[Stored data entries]
════════════════════

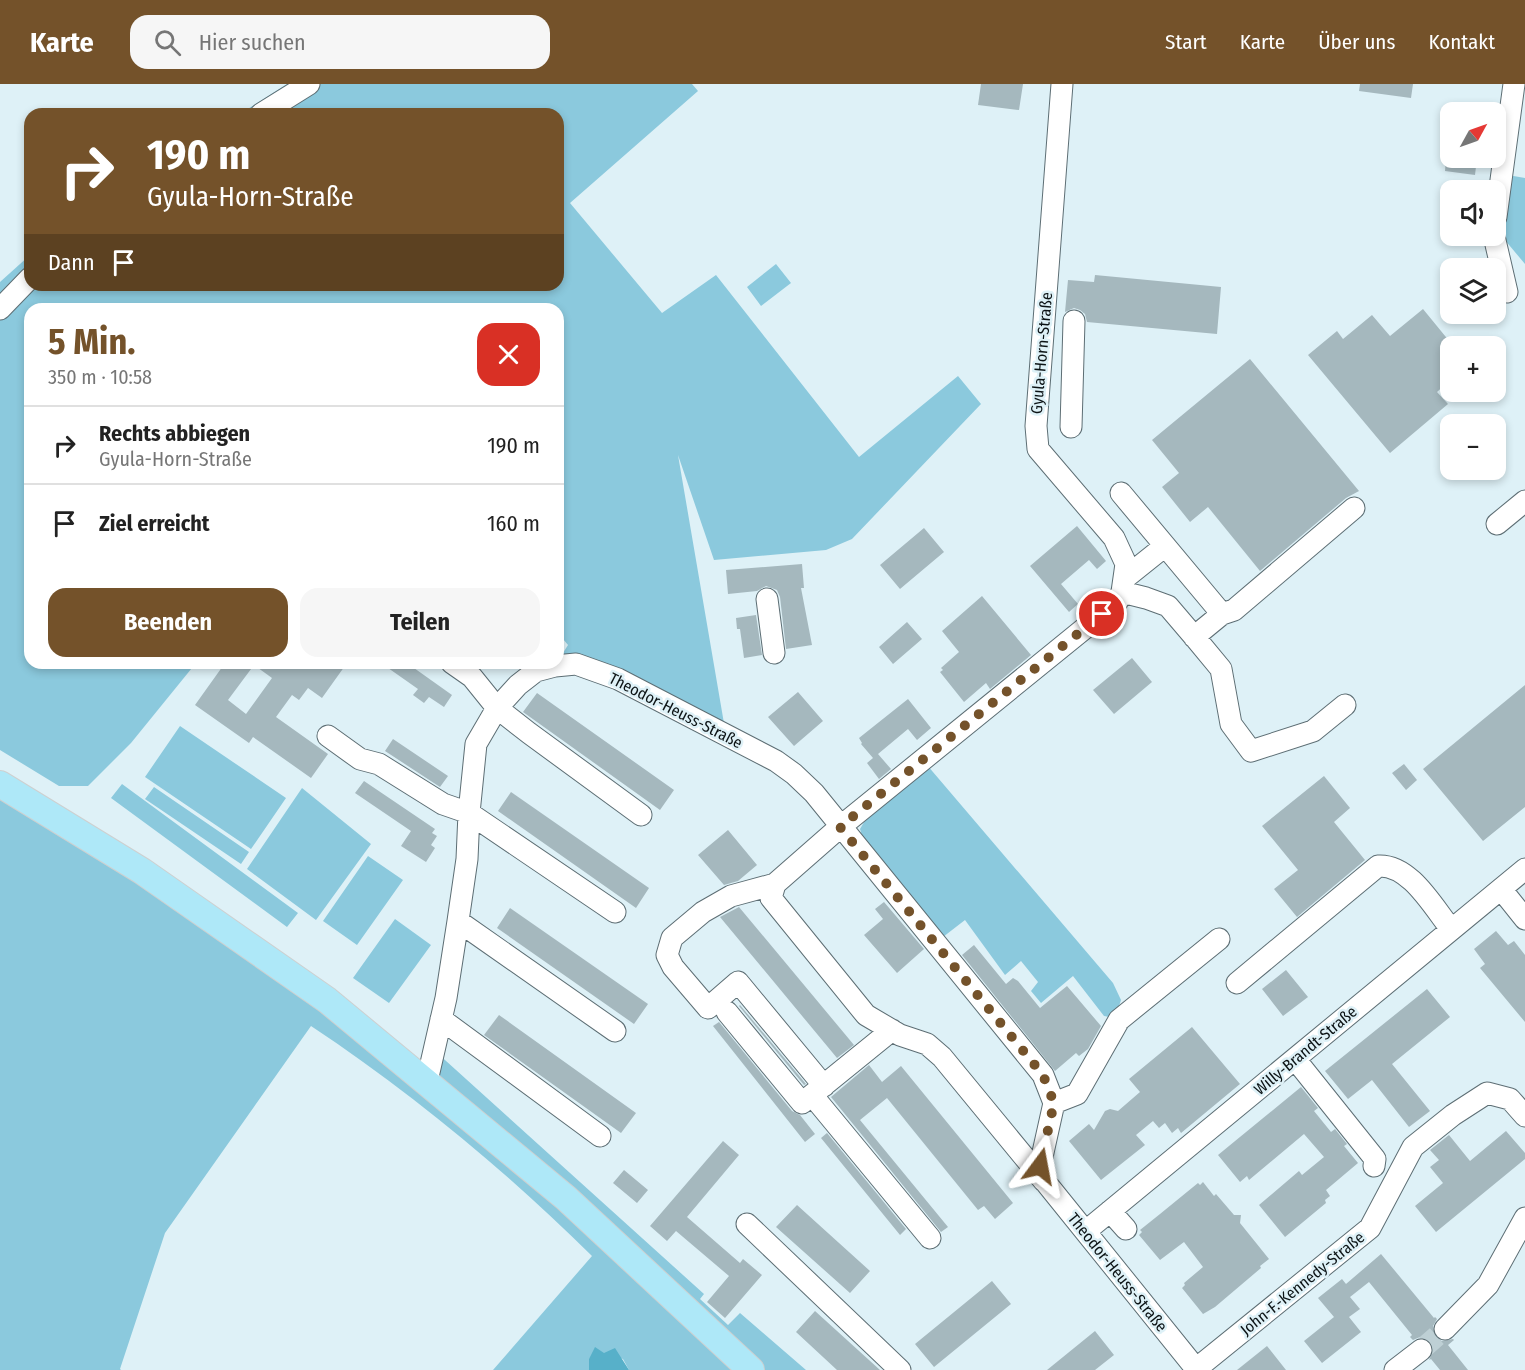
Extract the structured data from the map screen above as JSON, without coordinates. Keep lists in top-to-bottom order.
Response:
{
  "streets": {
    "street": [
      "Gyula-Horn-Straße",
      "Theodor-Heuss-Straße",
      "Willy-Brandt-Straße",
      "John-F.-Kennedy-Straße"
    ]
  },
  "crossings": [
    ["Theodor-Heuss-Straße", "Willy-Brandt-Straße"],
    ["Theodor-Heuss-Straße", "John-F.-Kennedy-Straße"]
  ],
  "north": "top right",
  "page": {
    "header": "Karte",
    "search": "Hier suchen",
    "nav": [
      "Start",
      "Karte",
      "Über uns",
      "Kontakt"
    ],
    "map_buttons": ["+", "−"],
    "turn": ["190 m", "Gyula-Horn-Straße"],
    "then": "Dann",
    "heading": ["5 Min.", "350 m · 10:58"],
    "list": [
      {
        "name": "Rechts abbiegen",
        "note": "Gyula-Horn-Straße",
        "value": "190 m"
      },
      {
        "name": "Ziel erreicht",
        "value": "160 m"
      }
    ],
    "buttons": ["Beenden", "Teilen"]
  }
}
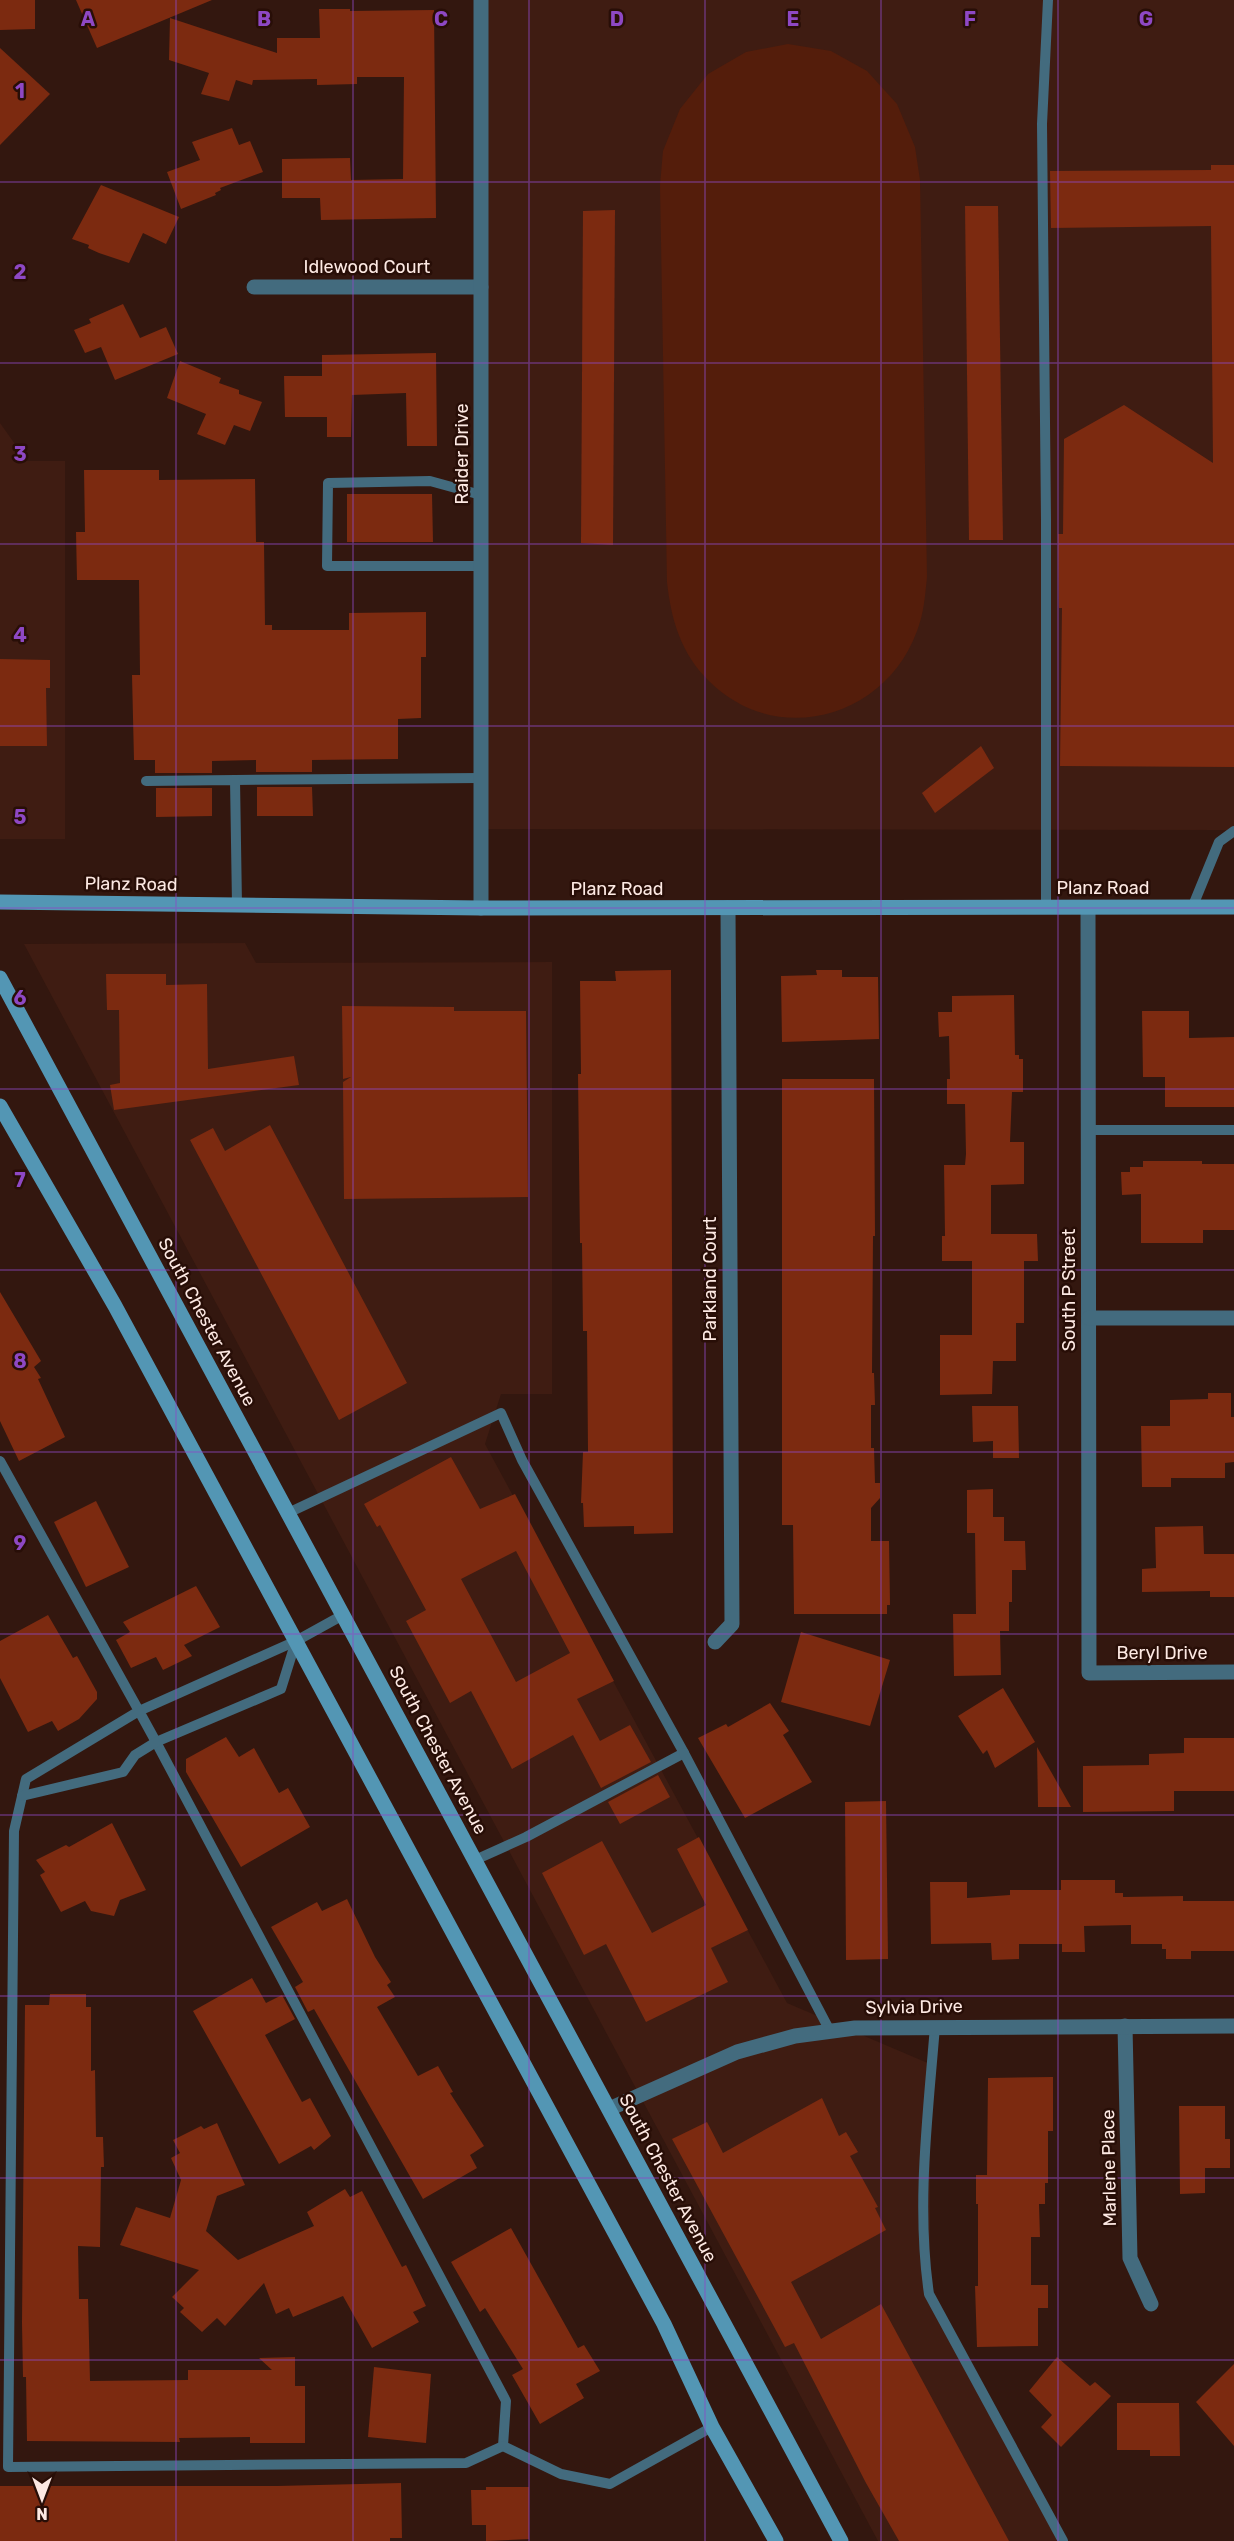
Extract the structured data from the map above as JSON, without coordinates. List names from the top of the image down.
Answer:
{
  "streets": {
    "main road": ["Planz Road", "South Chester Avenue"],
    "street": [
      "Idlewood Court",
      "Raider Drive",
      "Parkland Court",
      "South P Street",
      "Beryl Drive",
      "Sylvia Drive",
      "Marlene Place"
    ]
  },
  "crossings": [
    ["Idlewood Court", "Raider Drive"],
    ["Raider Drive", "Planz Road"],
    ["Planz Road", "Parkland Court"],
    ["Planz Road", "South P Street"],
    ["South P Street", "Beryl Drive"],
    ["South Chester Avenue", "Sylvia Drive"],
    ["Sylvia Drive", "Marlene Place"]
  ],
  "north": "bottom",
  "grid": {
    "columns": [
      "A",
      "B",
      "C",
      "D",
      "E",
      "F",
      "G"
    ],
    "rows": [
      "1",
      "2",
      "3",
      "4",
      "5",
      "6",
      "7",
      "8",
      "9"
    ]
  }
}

════════════════════

Copy the entries character for character, excluding any pictures.

WRITTEN SOLUTION →
Extract the structured data from the map screen above as JSON, without coordinates. Keep lists in top-to-bottom order.
Response:
{
  "streets": {
    "street": [
      "Gyula-Horn-Straße",
      "Theodor-Heuss-Straße",
      "Willy-Brandt-Straße",
      "John-F.-Kennedy-Straße"
    ]
  },
  "crossings": [
    ["Theodor-Heuss-Straße", "Willy-Brandt-Straße"],
    ["Theodor-Heuss-Straße", "John-F.-Kennedy-Straße"]
  ],
  "north": "top right",
  "page": {
    "header": "Karte",
    "search": "Hier suchen",
    "nav": [
      "Start",
      "Karte",
      "Über uns",
      "Kontakt"
    ],
    "map_buttons": ["+", "−"],
    "turn": ["190 m", "Gyula-Horn-Straße"],
    "then": "Dann",
    "heading": ["5 Min.", "350 m · 10:58"],
    "list": [
      {
        "name": "Rechts abbiegen",
        "note": "Gyula-Horn-Straße",
        "value": "190 m"
      },
      {
        "name": "Ziel erreicht",
        "value": "160 m"
      }
    ],
    "buttons": ["Beenden", "Teilen"]
  }
}
Extract the structured data from the map above as JSON, without coordinates. List names from the top of the image down.
Answer:
{
  "streets": {
    "main road": ["Planz Road", "South Chester Avenue"],
    "street": [
      "Idlewood Court",
      "Raider Drive",
      "Parkland Court",
      "South P Street",
      "Beryl Drive",
      "Sylvia Drive",
      "Marlene Place"
    ]
  },
  "crossings": [
    ["Idlewood Court", "Raider Drive"],
    ["Raider Drive", "Planz Road"],
    ["Planz Road", "Parkland Court"],
    ["Planz Road", "South P Street"],
    ["South P Street", "Beryl Drive"],
    ["South Chester Avenue", "Sylvia Drive"],
    ["Sylvia Drive", "Marlene Place"]
  ],
  "north": "bottom",
  "grid": {
    "columns": [
      "A",
      "B",
      "C",
      "D",
      "E",
      "F",
      "G"
    ],
    "rows": [
      "1",
      "2",
      "3",
      "4",
      "5",
      "6",
      "7",
      "8",
      "9"
    ]
  }
}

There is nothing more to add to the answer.